La nueva actualización de la BIOS de ASRock logra rescatar los procesadores Ryzen «muertos»

BIOS de ASRock salva los CPUs Ryzen AM5 con fallos de arranque y bloqueo

Nueva actualización de la BIOS de ASRock
Nueva actualización de la BIOS de ASRock

ASRock ha lanzado una actualización crítica de BIOS que está devolviendo la vida a procesadores AMD Ryzen que se daban por perdidos. Esta versión de software soluciona errores graves de estabilidad en la plataforma AM5, evitando que muchos usuarios tengan que tramitar garantías costosas o desechar sus componentes actuales.

Muchos de los fallos reportados recientemente como CPUs Ryzen muertas no eran daños físicos irreversibles, sino conflictos profundos de comunicación lógica. La nueva actualización beta, ahora convertida en versión estable, permite que sistemas que no superaban el proceso de encendido vuelvan a funcionar con total normalidad y rendimiento.

Nueva actualización de la BIOS de ASRock

El microcódigo AGESA 1.3.0.0a estabiliza la plataforma AM5

Tras el aumento de informes sobre procesadores que fallaban en placas base ASRock, el fabricante taiwanés reaccionó con la versión v4.10. Este firmware incluye el microcódigo AGESA 1.3.0.0a, diseñado específicamente para corregir bloqueos inexplicables y errores de entrenamiento en memorias DDR5, mejorando la fiabilidad del hardware.

Esta actualización soluciona problemas graves. El sistema sufría fallos de arranque esporádicos y se congelaba con frecuencia, con un LED de depuración amarillo encendido.

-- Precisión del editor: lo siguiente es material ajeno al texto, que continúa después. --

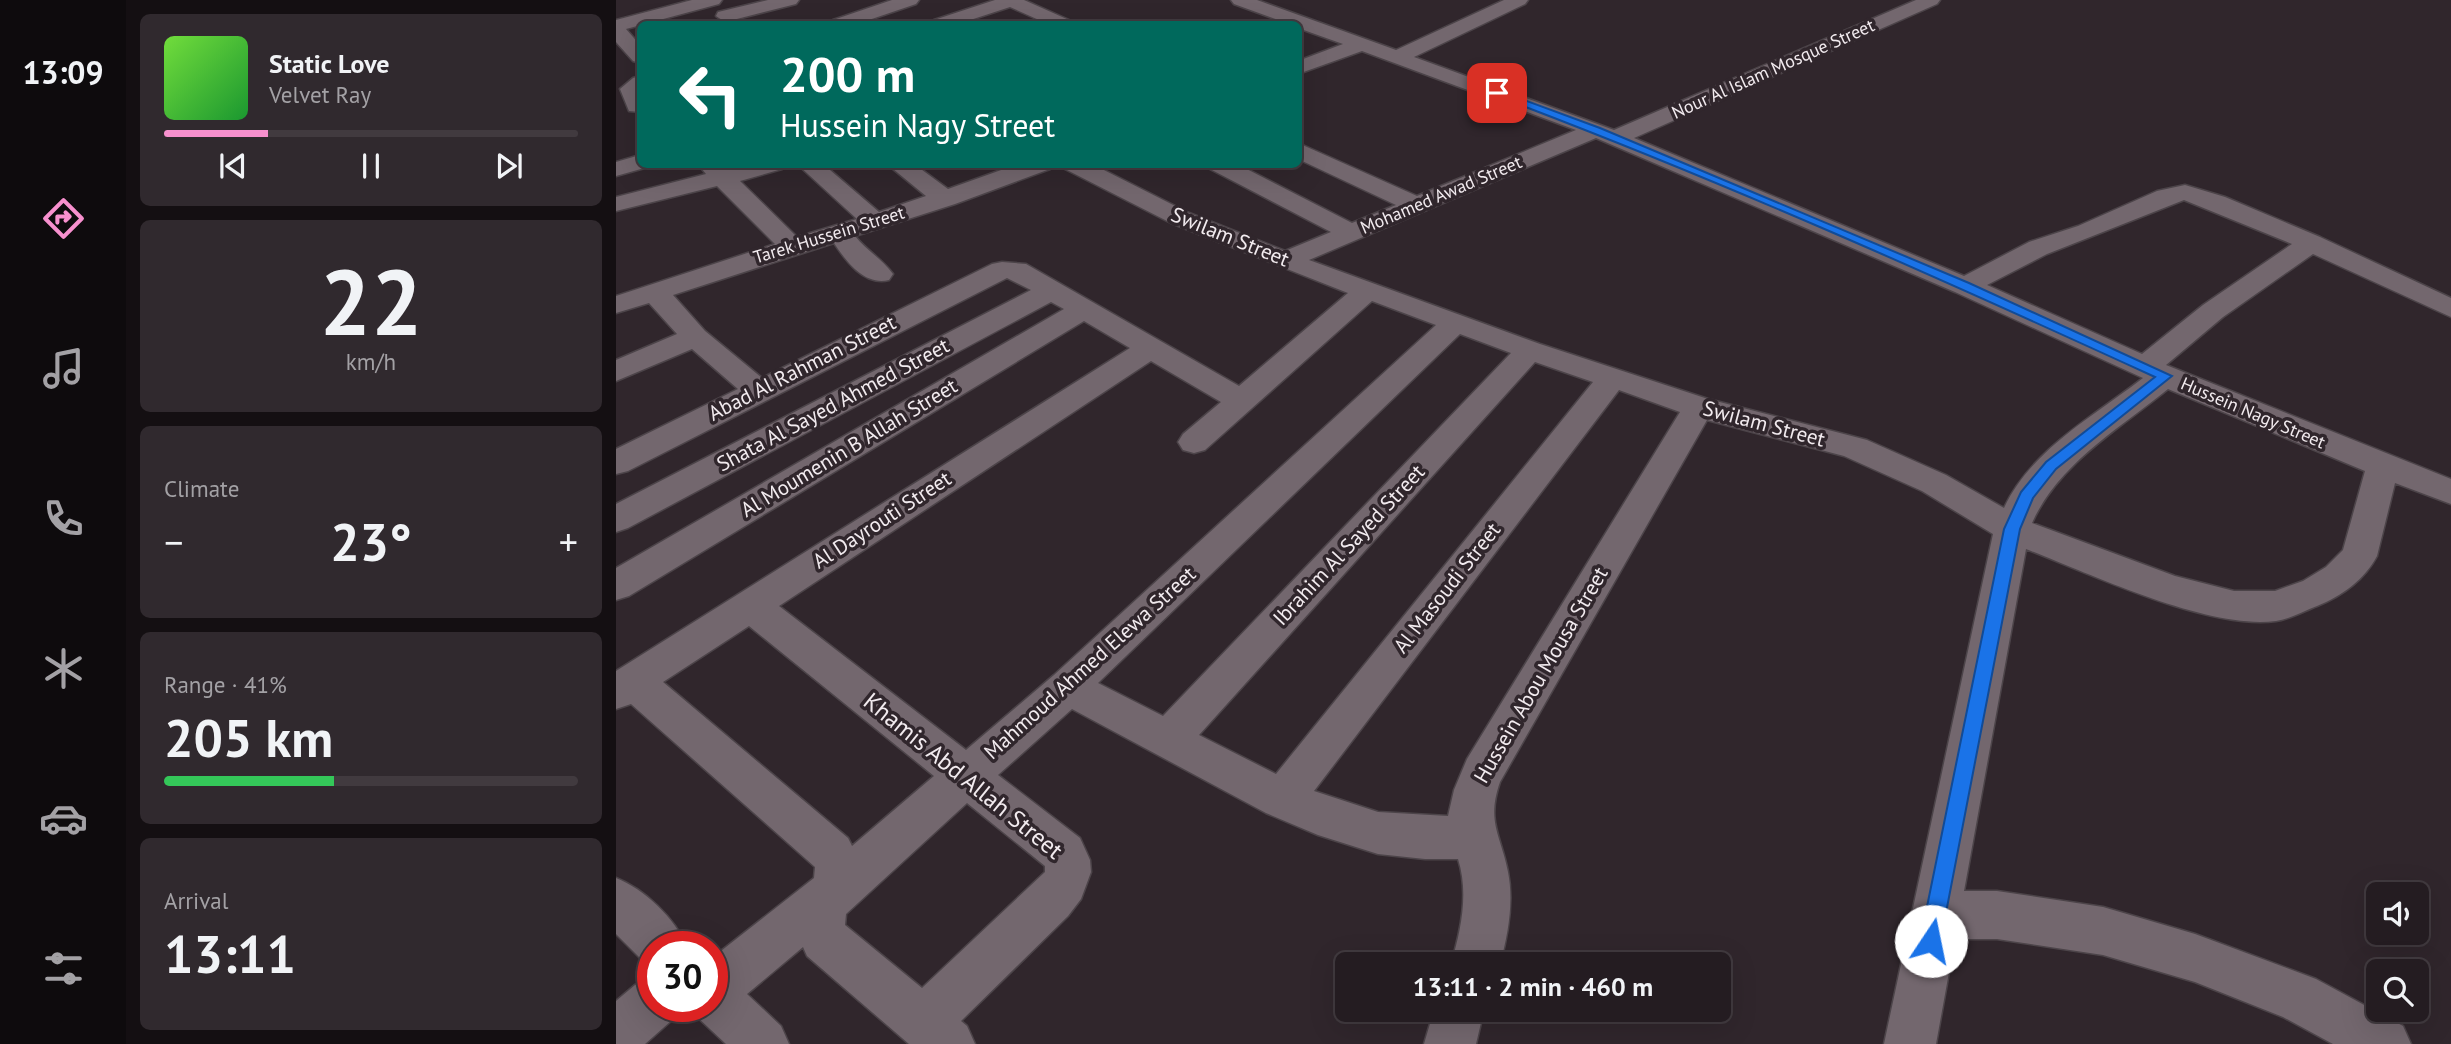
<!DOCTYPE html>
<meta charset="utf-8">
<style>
body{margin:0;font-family:"PT Sans",sans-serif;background:#30292e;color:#f1f3f6;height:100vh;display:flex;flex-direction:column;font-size:26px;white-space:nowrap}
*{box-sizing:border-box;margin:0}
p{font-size:23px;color:#a3a1a5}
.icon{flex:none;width:38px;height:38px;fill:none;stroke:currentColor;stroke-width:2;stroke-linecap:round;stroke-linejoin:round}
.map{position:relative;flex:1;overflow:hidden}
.drawer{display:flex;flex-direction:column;gap:14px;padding:14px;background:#140f12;width:490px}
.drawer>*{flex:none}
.hud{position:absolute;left:21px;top:21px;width:665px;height:147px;border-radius:10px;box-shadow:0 7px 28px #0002,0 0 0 2px #413a3f;background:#00695c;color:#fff;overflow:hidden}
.buttons{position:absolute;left:1750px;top:882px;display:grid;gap:14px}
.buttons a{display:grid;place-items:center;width:63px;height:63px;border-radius:10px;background:#241c21;box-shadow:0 7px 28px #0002,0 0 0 2px #413a3f;font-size:35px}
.speed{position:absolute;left:21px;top:931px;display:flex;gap:14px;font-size:35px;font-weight:700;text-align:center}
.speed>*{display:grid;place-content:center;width:91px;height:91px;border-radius:50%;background:#241c21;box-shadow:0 7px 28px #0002,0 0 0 2px #413a3f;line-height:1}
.speed .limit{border:10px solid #d22;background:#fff;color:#111}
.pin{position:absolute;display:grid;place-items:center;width:60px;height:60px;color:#fff;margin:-30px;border-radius:14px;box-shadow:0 4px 10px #0006}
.me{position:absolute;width:77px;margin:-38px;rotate:11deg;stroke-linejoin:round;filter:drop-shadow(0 0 5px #0008)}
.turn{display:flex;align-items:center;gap:24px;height:147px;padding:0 28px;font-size:32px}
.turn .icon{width:91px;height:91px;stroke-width:2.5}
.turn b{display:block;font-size:49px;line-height:60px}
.big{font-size:52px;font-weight:800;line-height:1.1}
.drawer .card{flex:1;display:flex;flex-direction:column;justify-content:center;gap:10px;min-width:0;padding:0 24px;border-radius:10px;background:#30292e}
.drawer .dial{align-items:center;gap:0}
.dial b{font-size:91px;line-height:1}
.song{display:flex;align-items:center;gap:21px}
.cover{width:84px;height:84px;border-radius:10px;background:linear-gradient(135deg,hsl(100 70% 55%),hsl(130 70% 35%))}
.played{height:7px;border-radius:4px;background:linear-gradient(90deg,#f790ce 25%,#413a3f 25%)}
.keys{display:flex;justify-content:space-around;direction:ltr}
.heat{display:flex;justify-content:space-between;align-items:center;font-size:38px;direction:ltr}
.charge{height:10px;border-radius:5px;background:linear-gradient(90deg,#34c759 41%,#413a3f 0)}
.trip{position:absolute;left:719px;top:952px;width:396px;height:70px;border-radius:10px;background:#241c21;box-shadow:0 7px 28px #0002,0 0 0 2px #413a3f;font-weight:800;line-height:70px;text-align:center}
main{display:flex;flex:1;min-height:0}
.menu{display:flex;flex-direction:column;width:126px;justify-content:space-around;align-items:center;background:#0e0b0d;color:#a3a1a5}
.menu .icon{width:49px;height:49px}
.menu .active{color:#f790ce}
.menu b{font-size:32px;color:#f1f3f6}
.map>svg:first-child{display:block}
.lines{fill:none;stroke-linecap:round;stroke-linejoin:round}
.minor-casing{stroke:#4c4449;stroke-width:3}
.minor{fill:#73676e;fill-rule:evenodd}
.route{fill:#1a73e8;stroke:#114b97;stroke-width:2}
.labels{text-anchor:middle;stroke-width:7;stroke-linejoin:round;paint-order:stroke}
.far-street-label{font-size:18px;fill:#f2ebef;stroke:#30262c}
.street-label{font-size:21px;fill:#f2ebef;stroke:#30262c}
.near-street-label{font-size:24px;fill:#f2ebef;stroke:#30262c}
</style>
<main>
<nav class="menu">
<b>13:09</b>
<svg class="icon active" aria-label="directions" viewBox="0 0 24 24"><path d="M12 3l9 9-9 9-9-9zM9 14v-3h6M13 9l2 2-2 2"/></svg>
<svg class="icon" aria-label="music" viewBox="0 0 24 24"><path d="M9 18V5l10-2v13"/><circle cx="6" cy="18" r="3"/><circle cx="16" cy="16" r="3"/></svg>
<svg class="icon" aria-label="phone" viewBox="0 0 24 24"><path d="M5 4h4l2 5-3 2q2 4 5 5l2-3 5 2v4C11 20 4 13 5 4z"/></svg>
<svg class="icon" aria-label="climate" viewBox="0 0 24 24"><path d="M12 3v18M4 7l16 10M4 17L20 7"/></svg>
<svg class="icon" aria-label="car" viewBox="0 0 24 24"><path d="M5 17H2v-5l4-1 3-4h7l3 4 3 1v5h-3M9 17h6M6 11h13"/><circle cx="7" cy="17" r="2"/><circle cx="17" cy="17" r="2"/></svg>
<svg class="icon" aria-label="filters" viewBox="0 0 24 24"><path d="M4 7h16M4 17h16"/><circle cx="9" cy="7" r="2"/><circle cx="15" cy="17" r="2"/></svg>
</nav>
<section class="drawer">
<div class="card">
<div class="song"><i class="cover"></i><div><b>Static Love</b><p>Velvet Ray</p></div></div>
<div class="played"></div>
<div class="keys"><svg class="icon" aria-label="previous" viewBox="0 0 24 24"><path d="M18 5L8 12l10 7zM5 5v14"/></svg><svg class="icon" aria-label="pause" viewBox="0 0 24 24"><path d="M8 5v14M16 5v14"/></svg><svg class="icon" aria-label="next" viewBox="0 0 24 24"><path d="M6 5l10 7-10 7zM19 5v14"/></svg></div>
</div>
<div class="card dial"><b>22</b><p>km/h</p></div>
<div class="card"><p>Climate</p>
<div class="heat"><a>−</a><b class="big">23°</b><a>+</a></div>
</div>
<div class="card"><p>Range · 41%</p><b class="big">205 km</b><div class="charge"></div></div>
<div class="card"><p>Arrival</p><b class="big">13:11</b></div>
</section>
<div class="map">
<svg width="1835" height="1044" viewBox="0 0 1835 1044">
<rect width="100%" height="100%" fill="#30262c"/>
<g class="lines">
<g class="minor-casing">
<path id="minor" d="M76,0H106L103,4L10,29L24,45V63L17,61L0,42V20Z
M152,0H183L180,4L109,22L100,16L102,12Z
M276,0H303L300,4L241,24H214L217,20Z
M379,0H408L453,20L456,24H432L394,7L342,24H315L318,20Z
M615,0H641L780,50L888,0H912L909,4L798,57L998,130L1300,0H1324L1321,4L1018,138L1348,276L1413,242L1462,226L1541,191L1569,185L1609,197L1704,237L1835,298V317L1697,254L1607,317L1550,365L1835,479V504L1779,483L1761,556C1748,580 1726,596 1701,606C1688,611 1674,619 1660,621C1592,630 1475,574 1410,549L1348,891H1381L1487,907L1579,934L1700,979L1787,1026L1795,1044H1717L1667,1017L1579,982L1487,955L1381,939H1339L1320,1044H1268L1377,534L1306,491L1228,456L1091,420L884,782C870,822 885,835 892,872C898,902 892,935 884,964H835C845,930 853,893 842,859H809L762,854L702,835L650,813L456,709L382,775L464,838L474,860L475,872L465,899L452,916L345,1021L351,1026L359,1044H293L191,956L187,947L131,994L165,1026L173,1044H110L78,1014L75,1006H96V958L198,878L199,867L15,704L0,709V671L514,348L468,321L13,596L0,600V568L448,309L435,302L12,528L0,532V504L415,290L391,278L12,471L0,474V449L122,389L76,349L0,381V360L61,334L33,303L0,313V296L159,244L101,186L0,211V197L90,174L82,164H107L112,170L130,164H169L166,169L124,181L181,237L241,219L181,164H207L263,212L310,196L271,164H298L332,189L402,164H437L434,169L339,204L239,236C250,250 266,259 277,274L273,280C248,286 230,261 218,243L57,295L89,331L146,378L376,264L386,262L410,264L623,386L732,293L555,223L449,169L446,164H476L573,213L669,251L715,232L594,169L591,164H621L736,223L780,205L682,159V143L801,196L960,130L746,51L682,74V61L727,44L682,28V24H673L618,4ZM980,138L1339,292L1527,378C1478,416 1415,450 1388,508L1330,475L1251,440L1092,399L924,344L693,260ZM1568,200L1676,244L1587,305L1526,354L1371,285L1431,254ZM756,301L820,325L438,675L350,750L163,606L535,361L605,402L567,434L562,442L567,450L578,453L589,450ZM844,334L895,353L547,716L482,683ZM919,362L977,382L660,774L583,735ZM1552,389L1749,471L1727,550L1710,567L1687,581L1659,591H1618L1559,576L1416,523C1442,464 1504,428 1552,389ZM1003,390L1064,412L851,759L838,790L832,816L762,812L698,791ZM133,626L318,776L236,846L232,838L47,682ZM351,803L429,866V872L306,988L229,925L230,914Z
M24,76V112L13,111L4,89L17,78Z
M24,155V164H34L32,167L0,176V162Z
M0,878C28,889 59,918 71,947H37V967L30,964L0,934Z
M37,978V1006H61L55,1021L29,1044H0V1001L19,985Z
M818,1010H868L860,1044H808Z"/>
</g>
<use href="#minor" class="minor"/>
</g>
<path class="route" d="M881,90L984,128L1353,283L1556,376L1440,469L1417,498L1404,529L1323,949L1315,952L1307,949L1304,941L1388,529L1405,492L1430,462L1539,377C1321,277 1102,179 878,95L877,93Z"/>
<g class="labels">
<g class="far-street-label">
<text transform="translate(1157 69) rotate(-24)" y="6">Nour Al Islam Mosque Street</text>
<text transform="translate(825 195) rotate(-23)" y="6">Mohamed Awad Street</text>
<text transform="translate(213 235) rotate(-17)" y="6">Tarek Hussein Street</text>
<text transform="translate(1637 413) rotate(23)" y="6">Hussein Nagy Street</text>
</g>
<g class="street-label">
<text transform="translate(614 237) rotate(22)" y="7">Swilam Street</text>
<text transform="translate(186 368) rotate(-27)" y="7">Abad Al Rahman Street</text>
<text transform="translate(217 405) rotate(-28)" y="7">Shata Al Sayed Ahmed Street</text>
<text transform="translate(1148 424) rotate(15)" y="7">Swilam Street</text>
<text transform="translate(233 448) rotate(-31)" y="7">Al Moumenin B Allah Street</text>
<text transform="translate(266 520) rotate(-33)" y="7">Al Dayrouti Street</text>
<text transform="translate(733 545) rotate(-47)" y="7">Ibrahim Al Sayed Street</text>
<text transform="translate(831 588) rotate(-52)" y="7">Al Masoudi Street</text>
<text transform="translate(474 663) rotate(-42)" y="7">Mahmoud Ahmed Elewa Street</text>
<text transform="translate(925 675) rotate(-60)" y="7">Hussein Abou Mousa Street</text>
</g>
<g class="near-street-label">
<text transform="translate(347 776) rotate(39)" y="8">Khamis Abd Allah Street</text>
</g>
</g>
</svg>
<div class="buttons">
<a><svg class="icon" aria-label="sound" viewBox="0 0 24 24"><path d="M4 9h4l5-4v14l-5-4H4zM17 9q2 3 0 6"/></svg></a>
<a><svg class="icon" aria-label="search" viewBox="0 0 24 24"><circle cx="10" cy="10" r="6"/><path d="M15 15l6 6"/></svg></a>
</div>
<div class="speed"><div class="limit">30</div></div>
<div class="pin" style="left:881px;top:93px;background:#d93025"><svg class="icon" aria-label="arrive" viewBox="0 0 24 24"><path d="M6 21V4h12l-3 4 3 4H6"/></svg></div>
<svg class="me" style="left:1315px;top:941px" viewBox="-20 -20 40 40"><circle r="19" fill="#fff"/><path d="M0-13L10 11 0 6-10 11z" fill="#1a73e8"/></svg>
<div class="trip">13:11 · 2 min · 460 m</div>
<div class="hud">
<div class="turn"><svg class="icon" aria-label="left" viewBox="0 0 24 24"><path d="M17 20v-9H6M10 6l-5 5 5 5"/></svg><div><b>200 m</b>Hussein Nagy Street</div></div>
</div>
</div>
</main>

Solución a los problemas de inicialización de memoria

Los síntomas comunes de este fallo incluían intentos de POST fallidos y bloqueos durante las actualizaciones de Windows. El LED de depuración amarillo en las placas X870E indicaba errores de memoria que ni un reseteo de CMOS lograba mitigar. Sin embargo, la nueva BIOS optimiza los tiempos de respuesta entre el procesador y los módulos RAM.

Las pruebas realizadas con un Ryzen 5 9600X confirmaron que, tras la instalación del firmware, las inestabilidades desaparecieron por completo. Esto demuestra que la interfaz esencial AGESA es la clave para que la placa base y el procesador se entiendan correctamente, evitando que el sistema se bloquee bajo cargas de trabajo pesadas.

Diferencia entre fallos lógicos y daños físicos

Es fundamental entender que esta mejora de software actúa sobre la lógica de control y la compatibilidad del sistema. Si un procesador presenta marcas de quemaduras o daños por exceso de voltaje físico, la actualización no podrá repararlo. Aun así, la mayoría de los casos reportados eran simples conflictos de software arraigados.

La recomendación para todos los usuarios de placas base ASRock AM5 es realizar esta actualización de forma preventiva desde el sitio oficial. Mantener el microcódigo al día no solo mejora la velocidad de arranque, sino que protege la integridad de la CPU Ryzen frente a voltajes incorrectos o errores de gestión térmica.

Esta respuesta de ASRock aporta tranquilidad a una comunidad preocupada por la longevidad de sus equipos de gama alta. Al eliminar los errores de entrenamiento de memoria, la plataforma AM5 se consolida como una opción mucho más robusta y madura para los entusiastas del hardware y los videojuegos.